EGGVILLE COMMUNITY – Virginia Phillips normally spends her weekends doing household chores or working in her garden in Union Grove.
But this weekend, the 84-year-old spent her Saturday morning handing out $20 bills to people buying gas at Hardin’s Country Store. It’s the fourth year Phillips has done it.
Gas was hovering around $4 a gallon that initial year, and she wanted to do something to help Eggville, a small Lee County community off of Auburn Road.
“The first time – it was the funniest thing,” Phillips said as she held her brown leather wallet. “A lot of them thought it was a gimmick and wouldn’t take the money. … It wasn’t much, but as high as gas was and is, it helps.”
Saturday, she gave out nearly $600. She saved money throughout the year for her giveaway, plus she had donations from Sarah Harris, Tina Wilburn and Tasha Wilburn.
“She looks forward to this every year,” said Phillips’ daughter, Tina Wilburn. “She’s not thinking of herself today. She’s thinking of everybody else.
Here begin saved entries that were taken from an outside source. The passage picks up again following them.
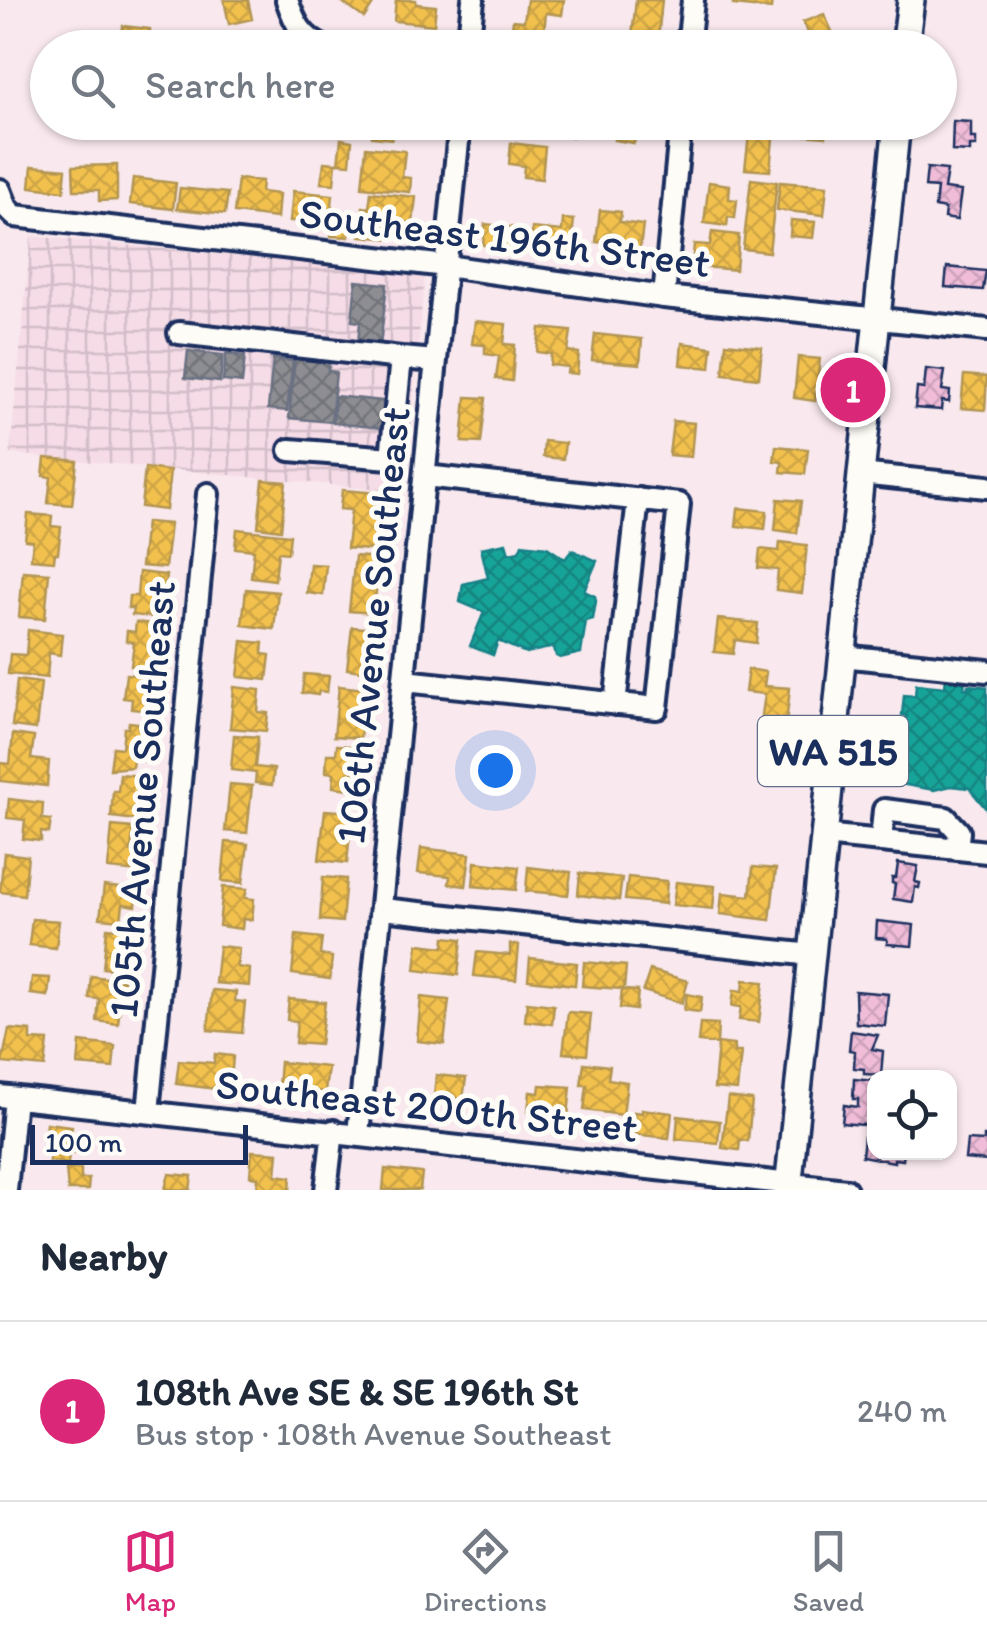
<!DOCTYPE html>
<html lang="en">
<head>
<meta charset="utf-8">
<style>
	body { margin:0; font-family:Itim,sans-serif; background:#f2f2f3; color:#1f2937 }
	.controls { position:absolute; right:30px; bottom:30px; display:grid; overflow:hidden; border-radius:20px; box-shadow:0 2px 8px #0004 }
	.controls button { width:90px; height:90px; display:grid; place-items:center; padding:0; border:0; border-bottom:2px solid #e0e1e3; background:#fff; color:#1f2937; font:50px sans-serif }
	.scale { position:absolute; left:30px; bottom:25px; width:218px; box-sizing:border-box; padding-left:10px; border:5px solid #1b2f5e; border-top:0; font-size:28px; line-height:35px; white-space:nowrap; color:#1b2f5e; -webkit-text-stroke:8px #fdfcf7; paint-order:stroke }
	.you { position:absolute; left:495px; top:770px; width:35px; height:35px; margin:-25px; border:8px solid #fff; border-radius:50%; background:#1a73e8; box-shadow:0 0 0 15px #1a73e833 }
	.badge { display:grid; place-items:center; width:65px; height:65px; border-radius:50%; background:#db2777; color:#fff; font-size:32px; font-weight:700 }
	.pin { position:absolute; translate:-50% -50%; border:5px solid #fff; box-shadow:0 2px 10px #0006 }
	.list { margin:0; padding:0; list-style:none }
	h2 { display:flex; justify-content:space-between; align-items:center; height:130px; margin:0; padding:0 40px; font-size:42px }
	h2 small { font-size:32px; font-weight:400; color:#747a83 }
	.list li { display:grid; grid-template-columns:65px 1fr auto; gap:30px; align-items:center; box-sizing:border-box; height:180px; padding:0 40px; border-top:2px solid #e0e1e3 }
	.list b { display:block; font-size:38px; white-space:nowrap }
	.list p { margin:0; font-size:32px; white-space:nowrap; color:#747a83 }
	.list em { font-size:32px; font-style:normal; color:#747a83 }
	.icon { flex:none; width:55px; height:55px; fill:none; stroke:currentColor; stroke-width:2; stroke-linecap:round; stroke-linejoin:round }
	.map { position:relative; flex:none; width:987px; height:1190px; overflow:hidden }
	.search { position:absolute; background:#fff; box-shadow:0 2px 8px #0004; left:30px; right:30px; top:30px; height:110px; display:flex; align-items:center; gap:25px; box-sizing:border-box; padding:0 35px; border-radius:55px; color:#747a83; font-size:38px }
	.sheet { height:310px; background:#fff }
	nav { display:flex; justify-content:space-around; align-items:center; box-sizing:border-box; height:140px; border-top:2px solid #e0e1e3; background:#fff; font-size:28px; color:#747a83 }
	nav a { display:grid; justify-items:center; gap:5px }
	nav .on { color:#db2777 }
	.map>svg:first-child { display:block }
	.industrial { fill:url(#industrial-grid) }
	.homes { fill:url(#homes-cross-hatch); stroke:#b29553; stroke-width:2.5 }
	.public { fill:url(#public-cross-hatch); stroke:#188087; stroke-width:2.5 }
	.industry { fill:url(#industry-cross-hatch); stroke:#6b7182; stroke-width:2.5 }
	.building { fill:url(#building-cross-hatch); stroke:#1b2f5e; stroke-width:2.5 }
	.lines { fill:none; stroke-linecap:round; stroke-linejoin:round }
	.minor-casing { stroke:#1b2f5e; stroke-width:28 }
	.major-casing { stroke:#1b2f5e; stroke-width:32 }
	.minor { stroke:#fdfcf7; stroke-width:20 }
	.major { stroke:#fdfcf7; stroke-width:25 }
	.labels { text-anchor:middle; stroke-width:10; stroke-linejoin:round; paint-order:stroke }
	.shield { fill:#fdfcf7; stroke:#5f6c8c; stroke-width:2.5 }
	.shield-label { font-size:40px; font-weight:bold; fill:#1b2f5e }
	.street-label { font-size:42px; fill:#1b2f5e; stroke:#fdfcf7 }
</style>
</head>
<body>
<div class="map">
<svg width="987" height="1190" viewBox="0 0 987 1190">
	<defs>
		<pattern id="industrial-grid" width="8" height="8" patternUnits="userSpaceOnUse" patternTransform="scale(2.5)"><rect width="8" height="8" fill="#f6dce7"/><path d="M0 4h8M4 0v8" fill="none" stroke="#d2bdc9"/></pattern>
		<pattern id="homes-cross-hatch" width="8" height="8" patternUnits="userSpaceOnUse" patternTransform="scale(2.5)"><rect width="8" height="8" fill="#f2c14e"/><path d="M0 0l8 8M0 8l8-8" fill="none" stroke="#cfa646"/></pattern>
		<pattern id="public-cross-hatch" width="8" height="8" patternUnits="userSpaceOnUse" patternTransform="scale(2.5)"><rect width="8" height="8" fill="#17a398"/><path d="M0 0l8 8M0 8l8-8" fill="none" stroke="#14857f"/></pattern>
		<pattern id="industry-cross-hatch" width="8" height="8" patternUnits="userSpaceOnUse" patternTransform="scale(2.5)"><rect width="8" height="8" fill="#8d8d92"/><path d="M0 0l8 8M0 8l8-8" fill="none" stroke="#72747a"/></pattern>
		<pattern id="building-cross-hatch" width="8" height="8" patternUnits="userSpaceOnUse" patternTransform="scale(2.5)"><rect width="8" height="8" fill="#f0bcd8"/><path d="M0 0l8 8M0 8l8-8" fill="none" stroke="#cda2bc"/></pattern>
	</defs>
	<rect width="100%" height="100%" fill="#f9e9ee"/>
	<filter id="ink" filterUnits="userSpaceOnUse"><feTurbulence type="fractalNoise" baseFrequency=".01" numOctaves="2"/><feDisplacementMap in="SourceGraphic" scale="20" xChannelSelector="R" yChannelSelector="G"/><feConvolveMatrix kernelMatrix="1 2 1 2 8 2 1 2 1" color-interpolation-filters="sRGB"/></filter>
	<g filter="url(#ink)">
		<!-- industrial -->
		<path class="industrial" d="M31,236L425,274L404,492L10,454Z"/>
		<!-- homes -->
		<path class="homes" d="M224,0H248L252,19L229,24Z
			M339,0H374L375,1L364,18Z
			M396,0H416V4L436,6L434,25L394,21Z
			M527,0H564L562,15L546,13L544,32L512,28L513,20L524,21Z
			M636,0H662L658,39L632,36Z
			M734,0H772L771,9L733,5Z
			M824,14L836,40L835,48H807L808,34L803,22Z
			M123,26L150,29L149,40L170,42L169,48H121Z
			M243,33L246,48H225L223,37Z
			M373,122H394L392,139L372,137Z
			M515,122H564V128L573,129L572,137L514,131Z
			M617,122H646L645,128L637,127L634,143L614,140Z
			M803,122H827L826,137L802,135Z
			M749,135L773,138L770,171L745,169Z
			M341,139L352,141L350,164L338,163Z
			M511,143L545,147L542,179L523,177L524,166L509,164Z
			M366,147L405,151L402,177L411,178L410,192L362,187Z
			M324,162L336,163L334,184L321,183Z
			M117,165V200L99,201V190H74L73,166Z
			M32,166L66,169L64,191L30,187Z
			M133,178L176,183L173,209L130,204Z
			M238,179L262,181L261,192L279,194L277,218L234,213Z
			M751,179L777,182L769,252L743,249Z
			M709,182L730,185L729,199L737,200L735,218L728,217L727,226L704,223Z
			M780,182L827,186L824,215L777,210Z
			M180,188L228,193L225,214L177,209Z
			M293,191L333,195L330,225L290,221Z
			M371,192L416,197L413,223L392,220L390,239L360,236L363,207L369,208Z
			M334,210L352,212L349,237L331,236Z
			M600,210L621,212L620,222L643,225L640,249L596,242Z
			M563,219L574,220L570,255L530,251L532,228L562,231Z
			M791,220L815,222L813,238L790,236Z
			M485,224L519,228L517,249L483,245Z
			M712,232L739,235L736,270L692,266L694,244L710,245Z
			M475,321L506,324L504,344L515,345L512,381L496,379L499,356L485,354V345L472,344Z
			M540,328L571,331L568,351L579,353L577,374L567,373L568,367L550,365L551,354L537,352Z
			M595,334L642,339L640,364L592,360Z
			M682,343L712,347L710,368L680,365Z
			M726,343L762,347L759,378L723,374Z
			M798,357L820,359L815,401L794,398Z
			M964,375L987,377L985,410L961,408Z
			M466,397L486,398L481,443L462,442Z
			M673,421L694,423L691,457L669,455Z
			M544,441L565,443L563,459L543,457Z
			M776,446L808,449L805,474L781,472L782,462L774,461Z
			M45,458L77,461L72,505L48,503L51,477L43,476Z
			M145,468L170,471L166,510L141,507Z
			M263,480L286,482L281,530L258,527Z
			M342,490L378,493L376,510L396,512L392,552L347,548L351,510L340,509Z
			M778,499L801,501L797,533L775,530Z
			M738,508L767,511L765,529L736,526Z
			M28,514L52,516L51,526L61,527L58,553H55L54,561L31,559L33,541L25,540Z
			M146,522L170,524L165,568L141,566Z
			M237,529L290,535L288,553L278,552L275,580L251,577L254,550L235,548Z
			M780,542L807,545L802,593L776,590L778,570L758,568L760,549L779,551Z
			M355,556L379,558L374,613L349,611Z
			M310,564L326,565L323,595L307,593Z
			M23,571L49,573L45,619L19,617Z
			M139,572L166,575L162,618L132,615L133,608H128L129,596H137Z
			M246,589L278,592L274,629L242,625Z
			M718,619L758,623L756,643L735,640L733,654L714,652Z
			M136,622L169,626L167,644L157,643L153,669L131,666L134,642L126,641L127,631L135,632Z
			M352,627L375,629L371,672L347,669Z
			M28,630L62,634L60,655L49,653L47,678L8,674L10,654L26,655Z
			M242,641L263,643L262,654L270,655L267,680L238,677Z
			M748,669L766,672L764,686L790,688L786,725L761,722L765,694L745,692Z
			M126,674L154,677L150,711L131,709L132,699L123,698Z
			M304,674L329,676L327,692L319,691L318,695L302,693Z
			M17,680L41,683L36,729L12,726Z
			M339,686L365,689L360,738L334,736Z
			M234,687L260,690L258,712L268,713L266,731L230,728Z
			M129,722L139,723L138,729L146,730L143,761L133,760L132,767L110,769L113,747L122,748L124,728H128Z
			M13,734L34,737L31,759L49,761L47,786L0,781V763L10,764Z
			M234,735L258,737L255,767L274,769L272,785L255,783L256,773L231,770Z
			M337,745L360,747L358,773L351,772L350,789L333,787L334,773L326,772L327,754H336Z
			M120,774L151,777L150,792L140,791L137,820L111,817L113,791H118Z
			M230,784L252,786L247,833L225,831Z
			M9,799L43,803L42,819L51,820L49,833L41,832V841L23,839L25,820L7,818Z
			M325,810L352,812L347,863L319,860Z
			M112,826L133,828L131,852L140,853L138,872L108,869Z
			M226,842L248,844L243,883L222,881Z
			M421,848L470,854L466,886L449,884L450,876L418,873Z
			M4,853L28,856L24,895L0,892Z
			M475,862L519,867L516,890L473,886Z
			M528,867L571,872L568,895L526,891Z
			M753,867L776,869L770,920L720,914L722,893L750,896Z
			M580,873L622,878L619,900L578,895Z
			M323,877L346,879L342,922L320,920Z
			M628,877L667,881L665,904L625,900Z
			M676,882L715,886L713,909L673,905Z
			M104,886L137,890L136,906L123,904L121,920L100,918Z
			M223,887L247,889L245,898L254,899L252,920L243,919L242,929L219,926Z
			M32,919L59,921L56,948L29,945Z
			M107,928L129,930L125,970L103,968Z
			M296,935L322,938L320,955L332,957L330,979L292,974Z
			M445,937L462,939L458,975L415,970L418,944L444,947Z
			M510,944L519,945L516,980L474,976L477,952L510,955Z
			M219,946L239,948L237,967L250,969L249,986L215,983Z
			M530,958L577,963L575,985L528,980Z
			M584,962L626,966L624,990L638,991L636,1010L620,1008L622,989L582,986Z
			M650,970L688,981L682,1003L643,991Z
			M91,976L123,980L118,1024L97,1021L99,999L89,998Z
			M32,977L50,978L48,996L30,994Z
			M744,980L764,982L759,1022L739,1020L741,1007L732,1006L734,990L743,991Z
			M212,990L236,992L235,1001L245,1002L242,1033L208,1030Z
			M687,994L702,997L700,1012L684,1010Z
			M421,997L449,1000L444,1044L417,1041Z
			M289,999L325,1002L320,1045L295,1043L297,1021L287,1020Z
			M527,1002L554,1005L552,1024L525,1021Z
			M568,1012L591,1014L587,1055L563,1053Z
			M700,1023L718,1024L717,1043L734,1045V1052H741L737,1090L714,1088L718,1044L698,1042Z
			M9,1029L31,1031V1040L48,1041L45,1067L2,1063Z
			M80,1042L115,1046L113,1068L78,1065Z
			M215,1054L233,1056L231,1081L218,1079L217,1089L176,1084L179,1060L214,1063Z
			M280,1062L328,1067L325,1092L278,1087Z
			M584,1063L610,1066L608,1079L627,1082L623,1115L584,1110L587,1085H581Z
			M436,1075L466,1078L463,1099L434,1096Z
			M540,1085L571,1087L568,1116L528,1112L530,1092L539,1093Z
			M728,1097L752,1100L748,1141L740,1140L739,1150L722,1148Z
			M642,1109L672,1113L669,1138L632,1134L634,1112L642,1113Z
			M678,1116L720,1121L718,1143L676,1139Z
			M46,1123L72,1126L70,1142L80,1143L79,1154L69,1153L68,1164L49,1161L52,1135L45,1134Z
			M252,1151L278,1153L276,1175L291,1177L290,1190H257L258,1177L250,1176Z
			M66,1169H81V1179H89L88,1190H68Z
			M385,1169L422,1173L420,1190H383Z
			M169,1174L192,1176L190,1190L165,1189Z"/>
		<!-- public -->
		<path class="public" d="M506,543L509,553L519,551L522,544L547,547L565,559L572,550L597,561L584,591L595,596L596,601L593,619L586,621L581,653L560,658L556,656L554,647L526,653L498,641L493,655L470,646L484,612L460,602L463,584L488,578L481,548Z
			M946,678L965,680L964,688L967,689L968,685L987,687V810L969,788L951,786L934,790L900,784L903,762L897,761L900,735L907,716L902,715L904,695L915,696L916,684L945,687Z"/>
		<!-- industry -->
		<path class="industry" d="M356,281L387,284L380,346L358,343L360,322L352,321Z
			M188,351L223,355L220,382L185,378Z
			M226,354L245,356L242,383L223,381Z
			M295,358L329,362L328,371L336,372L331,422L289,418Z
			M273,359L293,361L287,411L268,409Z
			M335,396L393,402L390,429L333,423Z"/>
		<!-- building -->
		<path class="building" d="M953,121L971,122V138H976V146H970V152L952,151Z
			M927,168L947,170L944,189L961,191L957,220L944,218L945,209L935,207L937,188L925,187Z
			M947,267L986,271L983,290L945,287Z
			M926,369L945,371L942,390L950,391L949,402L942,401L941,410L915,408L917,388L924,389Z
			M898,863L918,866L915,882L920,883L919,888L915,887L913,902L893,899L895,884L892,883V878H896Z
			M877,921L914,925L912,946L887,944V939L876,938Z
			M855,991L888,994L885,1026L856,1023Z
			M851,1031L878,1035L872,1049L883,1051L881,1075L864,1074V1069L854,1068L855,1051L849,1050Z
			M854,1079L874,1081V1126L842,1123L844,1105L858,1107V1099H853Z
			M984,1136H987V1161L965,1159L967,1140L984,1141Z
			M864,1137L874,1138V1152H904L903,1160L894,1159V1162L862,1156Z"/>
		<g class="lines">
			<!-- minor casing -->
			<g class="minor-casing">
				<path id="minor" d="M287,0C295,23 301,37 325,48
					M468,48L473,0
					M688,48L693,0
					M0,190L7,208L15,216L446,266L664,297L987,330
					M664,297L681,122
					M179,333L401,358
					M290,450L391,458L401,358L436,361
					M860,474L987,487
					M842,656L987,671
					M405,681L657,708L679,504L425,476
					M615,704L638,499
					M824,835L987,852
					M881,841L884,810L946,818L959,832L957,849
					M382,909L812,955
					M0,1096L846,1190
					M148,1112L208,494
					M358,1134L460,122
					M6,1190L15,1098
					M326,1190L333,1131"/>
			</g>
			<!-- major casing -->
			<g class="major-casing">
				<path id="major" d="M905,48L911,0
					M788,1190L897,122"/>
			</g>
			<!-- minor -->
			<use href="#minor" class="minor"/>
			<!-- major -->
			<use href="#major" class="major"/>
		</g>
	</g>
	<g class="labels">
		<!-- shield labels -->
		<rect class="shield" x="758" y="716" width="150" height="70" rx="8"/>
		<g class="shield-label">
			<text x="833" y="765">WA 515</text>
		</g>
		<!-- street labels -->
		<g class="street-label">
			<text transform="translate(505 237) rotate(7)" y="15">Southeast 196th Street</text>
			<text transform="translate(372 625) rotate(-84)" y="15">106th Avenue Southeast</text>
			<text transform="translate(141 799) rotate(-85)" y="15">105th Avenue Southeast</text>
			<text transform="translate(427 1105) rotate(6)" y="15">Southeast 200th Street</text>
		</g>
	</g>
</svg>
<div class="controls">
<button><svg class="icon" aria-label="locate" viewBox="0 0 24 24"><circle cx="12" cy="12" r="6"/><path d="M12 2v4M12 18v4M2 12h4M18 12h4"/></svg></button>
</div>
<div class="scale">100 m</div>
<div class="you"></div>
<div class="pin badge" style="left:853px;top:390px">1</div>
<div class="search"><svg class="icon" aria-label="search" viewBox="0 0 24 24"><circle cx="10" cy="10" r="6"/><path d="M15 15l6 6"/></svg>Search here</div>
</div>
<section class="sheet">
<h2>Nearby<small></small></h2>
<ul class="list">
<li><span class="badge">1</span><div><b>108th Ave SE &amp; SE 196th St</b><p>Bus stop · 108th Avenue Southeast</p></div><em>240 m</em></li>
</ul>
</section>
<nav>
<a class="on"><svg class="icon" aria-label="map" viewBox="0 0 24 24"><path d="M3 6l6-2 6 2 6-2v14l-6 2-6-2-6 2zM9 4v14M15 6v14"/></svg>Map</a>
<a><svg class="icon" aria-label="directions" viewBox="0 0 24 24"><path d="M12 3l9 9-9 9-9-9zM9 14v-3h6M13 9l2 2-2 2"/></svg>Directions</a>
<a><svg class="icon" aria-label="saved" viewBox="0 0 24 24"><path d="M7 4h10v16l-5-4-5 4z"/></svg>Saved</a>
</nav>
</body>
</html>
She’s a very giving person and she loves it.”
Wilburn supported her mom Saturday by playing music with the Front Porch Bluegrass Rockers outside the store. Phillips, clad in a patriotic shirt and a red sequined hat, had a front-row seat to the show. She brought a lawn chair and stationed herself by the door so she could keep an eye on customers arriving to the gas pumps.
“I hope I don’t miss a car,” she said.
She got a lot of hugs and thanks because of her good will.
“Everyone’s appreciative, but especially these young people,” she said.
She surprised several customers because they thought Phillips did her gas giveaway on the Fourth of July.
“If I’d had known she was going to be here this morning, I wouldn’t have stopped,” said Linda Brock, who exchanged multiple hugs with her friend, Phillips.
A few people, like Dudley Hallmark of Mantachie, refused the money and asked Phillips to give it to someone who needed it more.
Overall, it’s a feel-good day for everyone. Phillips enjoys giving back to the community and the customers get a financial break on their gas fill-up.
“It makes everybody real happy,” said cashier Kelsey Byrd. “It’s such a nice thing of her to do. She’s such a sweet lady.”